» **Data extract**
......

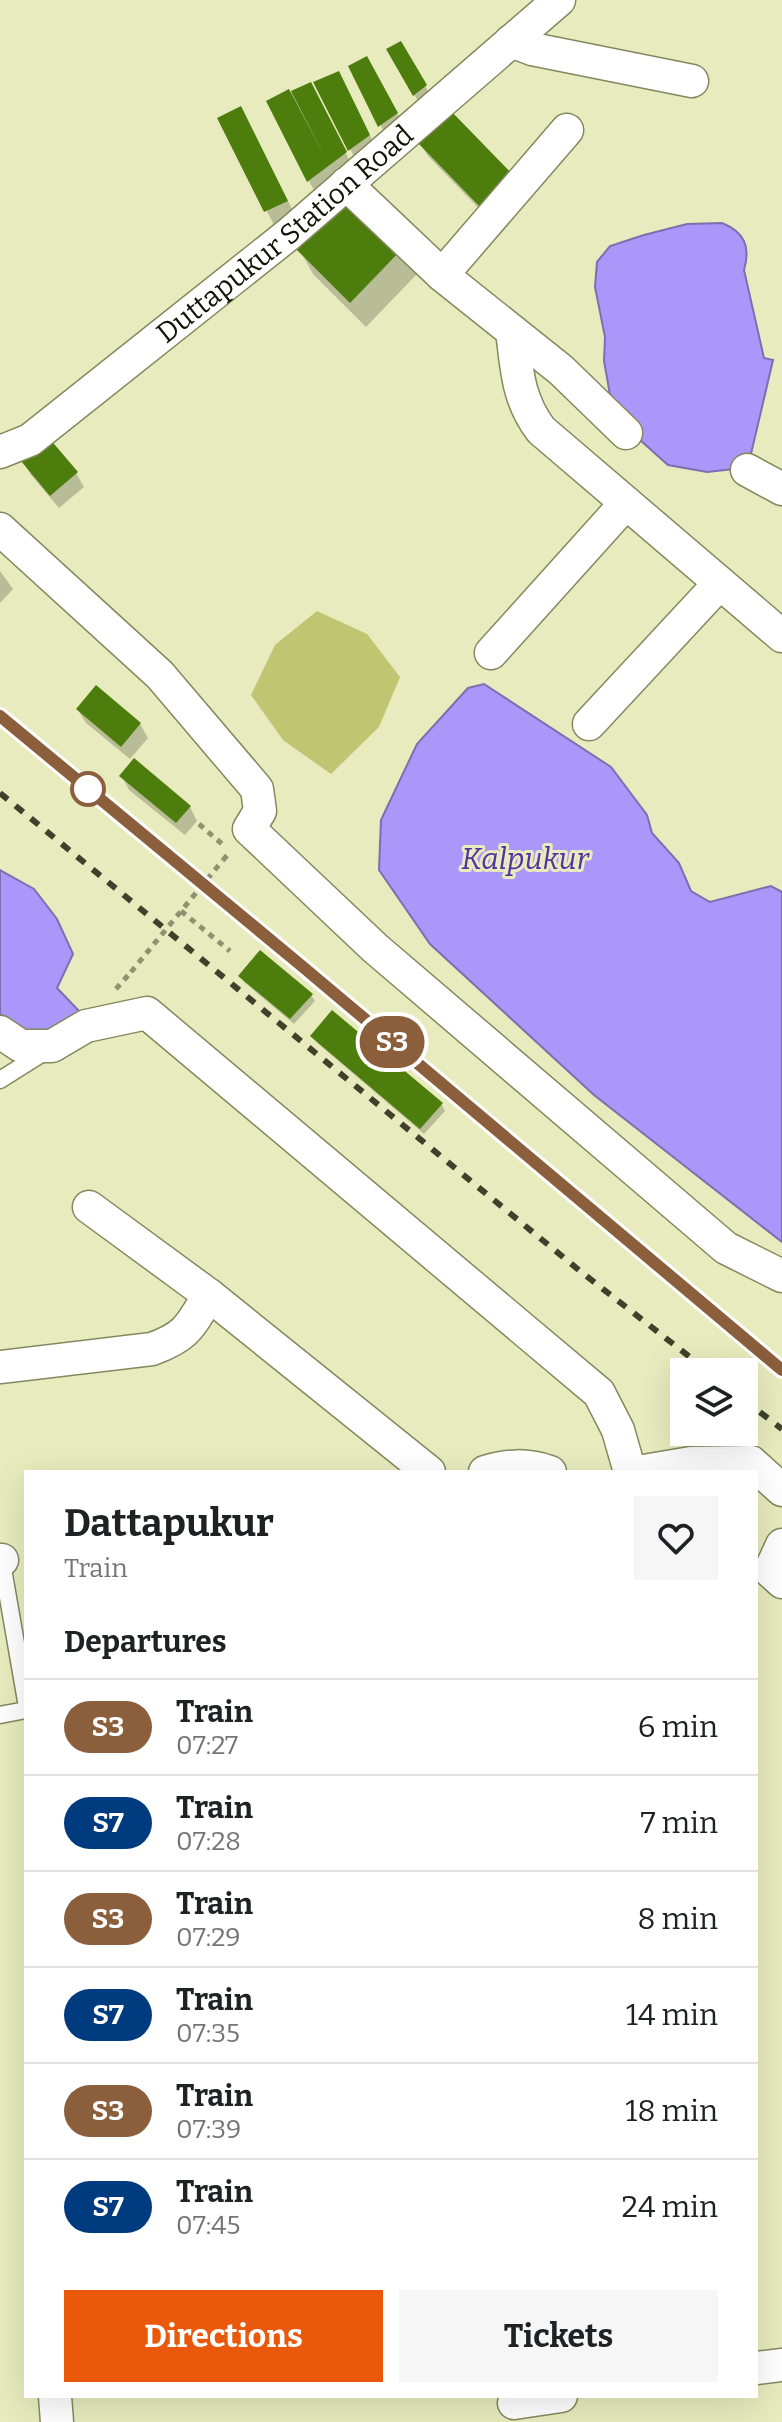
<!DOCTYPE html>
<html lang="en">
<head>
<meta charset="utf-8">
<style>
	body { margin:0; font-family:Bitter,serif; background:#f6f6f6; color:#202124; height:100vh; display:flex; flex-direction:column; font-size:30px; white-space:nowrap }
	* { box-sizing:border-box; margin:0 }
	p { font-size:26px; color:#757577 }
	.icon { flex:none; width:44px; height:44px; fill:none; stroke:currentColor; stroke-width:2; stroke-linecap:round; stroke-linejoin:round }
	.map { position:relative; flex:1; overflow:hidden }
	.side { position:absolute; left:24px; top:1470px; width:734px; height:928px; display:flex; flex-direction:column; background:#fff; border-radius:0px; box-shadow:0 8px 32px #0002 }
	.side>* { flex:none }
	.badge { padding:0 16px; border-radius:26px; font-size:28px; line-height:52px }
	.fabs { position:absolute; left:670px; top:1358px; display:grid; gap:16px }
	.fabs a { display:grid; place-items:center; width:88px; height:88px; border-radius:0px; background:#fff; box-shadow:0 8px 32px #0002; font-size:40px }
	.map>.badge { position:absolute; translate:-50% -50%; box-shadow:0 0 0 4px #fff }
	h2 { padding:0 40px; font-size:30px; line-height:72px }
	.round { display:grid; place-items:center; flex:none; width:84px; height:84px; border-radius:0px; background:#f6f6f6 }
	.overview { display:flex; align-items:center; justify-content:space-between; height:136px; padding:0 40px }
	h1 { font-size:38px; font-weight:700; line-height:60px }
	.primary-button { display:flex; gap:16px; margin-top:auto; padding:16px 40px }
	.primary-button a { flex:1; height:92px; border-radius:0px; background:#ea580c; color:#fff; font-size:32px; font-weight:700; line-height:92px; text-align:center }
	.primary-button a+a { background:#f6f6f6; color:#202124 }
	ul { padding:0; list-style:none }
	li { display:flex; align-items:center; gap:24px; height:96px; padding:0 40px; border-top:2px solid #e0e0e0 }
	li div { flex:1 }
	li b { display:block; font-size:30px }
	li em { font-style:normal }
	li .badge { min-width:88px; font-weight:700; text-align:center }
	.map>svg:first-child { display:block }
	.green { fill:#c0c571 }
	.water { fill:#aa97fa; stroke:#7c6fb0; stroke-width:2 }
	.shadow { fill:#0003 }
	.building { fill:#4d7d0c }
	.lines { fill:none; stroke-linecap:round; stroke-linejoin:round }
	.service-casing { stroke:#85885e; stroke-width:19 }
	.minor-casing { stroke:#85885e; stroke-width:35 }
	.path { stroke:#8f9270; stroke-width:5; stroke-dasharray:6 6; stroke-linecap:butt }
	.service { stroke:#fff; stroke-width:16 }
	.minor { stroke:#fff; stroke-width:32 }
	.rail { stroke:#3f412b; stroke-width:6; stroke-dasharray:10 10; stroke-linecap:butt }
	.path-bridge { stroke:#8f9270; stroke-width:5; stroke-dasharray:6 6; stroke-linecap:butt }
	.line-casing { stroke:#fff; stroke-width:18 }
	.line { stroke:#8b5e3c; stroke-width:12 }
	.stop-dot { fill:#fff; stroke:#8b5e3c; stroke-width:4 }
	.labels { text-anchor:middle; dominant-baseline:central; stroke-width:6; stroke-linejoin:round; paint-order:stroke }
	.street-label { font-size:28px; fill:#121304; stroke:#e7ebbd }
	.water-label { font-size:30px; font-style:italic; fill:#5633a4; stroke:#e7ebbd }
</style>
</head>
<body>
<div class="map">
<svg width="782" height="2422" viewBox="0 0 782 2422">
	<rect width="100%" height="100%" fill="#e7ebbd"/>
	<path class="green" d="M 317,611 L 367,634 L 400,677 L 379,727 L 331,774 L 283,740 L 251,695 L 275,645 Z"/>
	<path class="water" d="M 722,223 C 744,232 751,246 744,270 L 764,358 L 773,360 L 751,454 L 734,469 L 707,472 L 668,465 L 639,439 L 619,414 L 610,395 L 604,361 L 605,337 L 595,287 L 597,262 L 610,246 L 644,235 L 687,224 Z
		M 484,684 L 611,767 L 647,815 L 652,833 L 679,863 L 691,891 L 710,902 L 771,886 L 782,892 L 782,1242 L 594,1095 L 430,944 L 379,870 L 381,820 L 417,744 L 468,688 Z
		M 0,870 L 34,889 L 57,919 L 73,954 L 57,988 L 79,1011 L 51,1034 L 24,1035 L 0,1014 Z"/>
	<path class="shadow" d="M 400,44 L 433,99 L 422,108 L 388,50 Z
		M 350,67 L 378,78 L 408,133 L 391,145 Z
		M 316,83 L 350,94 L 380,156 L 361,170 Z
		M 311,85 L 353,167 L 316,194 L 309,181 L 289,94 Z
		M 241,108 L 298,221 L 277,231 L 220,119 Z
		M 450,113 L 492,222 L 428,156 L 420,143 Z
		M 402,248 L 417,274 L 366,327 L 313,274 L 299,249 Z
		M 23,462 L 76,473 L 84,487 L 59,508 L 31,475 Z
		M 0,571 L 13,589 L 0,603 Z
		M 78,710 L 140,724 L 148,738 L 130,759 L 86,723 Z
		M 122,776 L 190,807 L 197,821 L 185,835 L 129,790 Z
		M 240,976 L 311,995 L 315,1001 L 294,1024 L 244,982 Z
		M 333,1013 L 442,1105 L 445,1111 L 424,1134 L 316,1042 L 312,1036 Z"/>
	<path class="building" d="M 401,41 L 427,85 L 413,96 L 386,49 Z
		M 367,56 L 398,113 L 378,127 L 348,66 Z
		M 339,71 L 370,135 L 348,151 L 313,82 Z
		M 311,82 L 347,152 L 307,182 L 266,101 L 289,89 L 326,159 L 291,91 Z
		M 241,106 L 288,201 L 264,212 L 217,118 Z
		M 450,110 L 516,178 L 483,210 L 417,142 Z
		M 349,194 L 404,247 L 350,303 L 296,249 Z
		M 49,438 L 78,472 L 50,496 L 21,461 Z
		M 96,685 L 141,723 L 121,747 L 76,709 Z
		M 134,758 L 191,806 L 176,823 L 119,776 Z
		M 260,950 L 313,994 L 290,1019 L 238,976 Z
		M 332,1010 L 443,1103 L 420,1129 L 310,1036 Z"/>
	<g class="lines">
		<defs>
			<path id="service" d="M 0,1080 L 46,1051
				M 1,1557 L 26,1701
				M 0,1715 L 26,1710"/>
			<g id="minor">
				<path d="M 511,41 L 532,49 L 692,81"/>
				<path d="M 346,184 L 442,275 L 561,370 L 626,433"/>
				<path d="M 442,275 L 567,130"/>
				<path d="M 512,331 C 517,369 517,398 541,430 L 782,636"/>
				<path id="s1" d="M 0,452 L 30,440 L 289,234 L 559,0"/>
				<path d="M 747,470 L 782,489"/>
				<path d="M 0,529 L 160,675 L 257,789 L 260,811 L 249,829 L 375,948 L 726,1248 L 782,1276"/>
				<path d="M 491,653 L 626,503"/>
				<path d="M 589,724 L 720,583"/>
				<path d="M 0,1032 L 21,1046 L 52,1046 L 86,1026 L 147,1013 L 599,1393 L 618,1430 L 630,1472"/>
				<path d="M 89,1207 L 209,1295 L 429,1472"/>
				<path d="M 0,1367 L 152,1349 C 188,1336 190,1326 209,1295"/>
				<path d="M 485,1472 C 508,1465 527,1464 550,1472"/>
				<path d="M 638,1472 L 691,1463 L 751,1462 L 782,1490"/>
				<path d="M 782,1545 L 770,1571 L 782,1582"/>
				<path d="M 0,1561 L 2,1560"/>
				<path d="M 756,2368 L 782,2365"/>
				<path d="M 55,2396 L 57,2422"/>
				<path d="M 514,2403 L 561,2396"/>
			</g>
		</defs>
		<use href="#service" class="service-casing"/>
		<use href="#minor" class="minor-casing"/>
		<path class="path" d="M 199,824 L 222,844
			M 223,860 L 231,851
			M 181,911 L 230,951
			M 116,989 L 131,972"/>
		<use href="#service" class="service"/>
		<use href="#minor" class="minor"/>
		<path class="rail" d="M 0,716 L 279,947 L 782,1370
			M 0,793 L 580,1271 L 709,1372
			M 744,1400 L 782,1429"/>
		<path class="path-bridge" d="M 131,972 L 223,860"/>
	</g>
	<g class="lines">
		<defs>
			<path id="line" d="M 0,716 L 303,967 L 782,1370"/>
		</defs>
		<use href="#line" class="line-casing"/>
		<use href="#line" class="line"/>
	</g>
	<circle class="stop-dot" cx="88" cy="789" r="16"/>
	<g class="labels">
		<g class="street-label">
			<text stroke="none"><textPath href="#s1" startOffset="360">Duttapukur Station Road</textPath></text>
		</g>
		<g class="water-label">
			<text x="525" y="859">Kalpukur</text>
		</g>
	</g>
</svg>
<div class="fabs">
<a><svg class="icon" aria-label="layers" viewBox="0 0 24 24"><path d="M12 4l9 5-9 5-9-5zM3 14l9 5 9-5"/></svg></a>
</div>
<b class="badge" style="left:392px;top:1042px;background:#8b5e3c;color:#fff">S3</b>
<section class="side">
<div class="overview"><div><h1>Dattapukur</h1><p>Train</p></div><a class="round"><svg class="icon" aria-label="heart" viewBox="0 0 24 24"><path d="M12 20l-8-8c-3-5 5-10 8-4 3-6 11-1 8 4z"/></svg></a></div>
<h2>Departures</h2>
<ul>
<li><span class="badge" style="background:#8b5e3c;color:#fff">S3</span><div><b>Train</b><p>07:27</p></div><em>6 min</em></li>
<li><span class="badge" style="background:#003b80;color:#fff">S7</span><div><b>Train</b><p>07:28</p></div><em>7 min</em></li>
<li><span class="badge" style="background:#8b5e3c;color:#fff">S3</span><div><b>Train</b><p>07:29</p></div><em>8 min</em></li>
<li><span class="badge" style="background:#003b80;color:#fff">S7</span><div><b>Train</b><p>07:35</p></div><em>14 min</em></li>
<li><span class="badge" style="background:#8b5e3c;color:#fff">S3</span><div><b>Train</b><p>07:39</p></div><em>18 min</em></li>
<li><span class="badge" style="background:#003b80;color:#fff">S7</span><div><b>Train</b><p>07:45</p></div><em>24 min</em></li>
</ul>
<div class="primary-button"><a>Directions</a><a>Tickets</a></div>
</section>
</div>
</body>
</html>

......

» **Task prompt**
Which lines above hold the word "fabs"? Copy each of them.

» **Result of the task**
	.fabs { position:absolute; left:670px; top:1358px; display:grid; gap:16px }
	.fabs a { display:grid; place-items:center; width:88px; height:88px; border-radius:0px; background:#fff; box-shadow:0 8px 32px #0002; font-size:40px }
<div class="fabs">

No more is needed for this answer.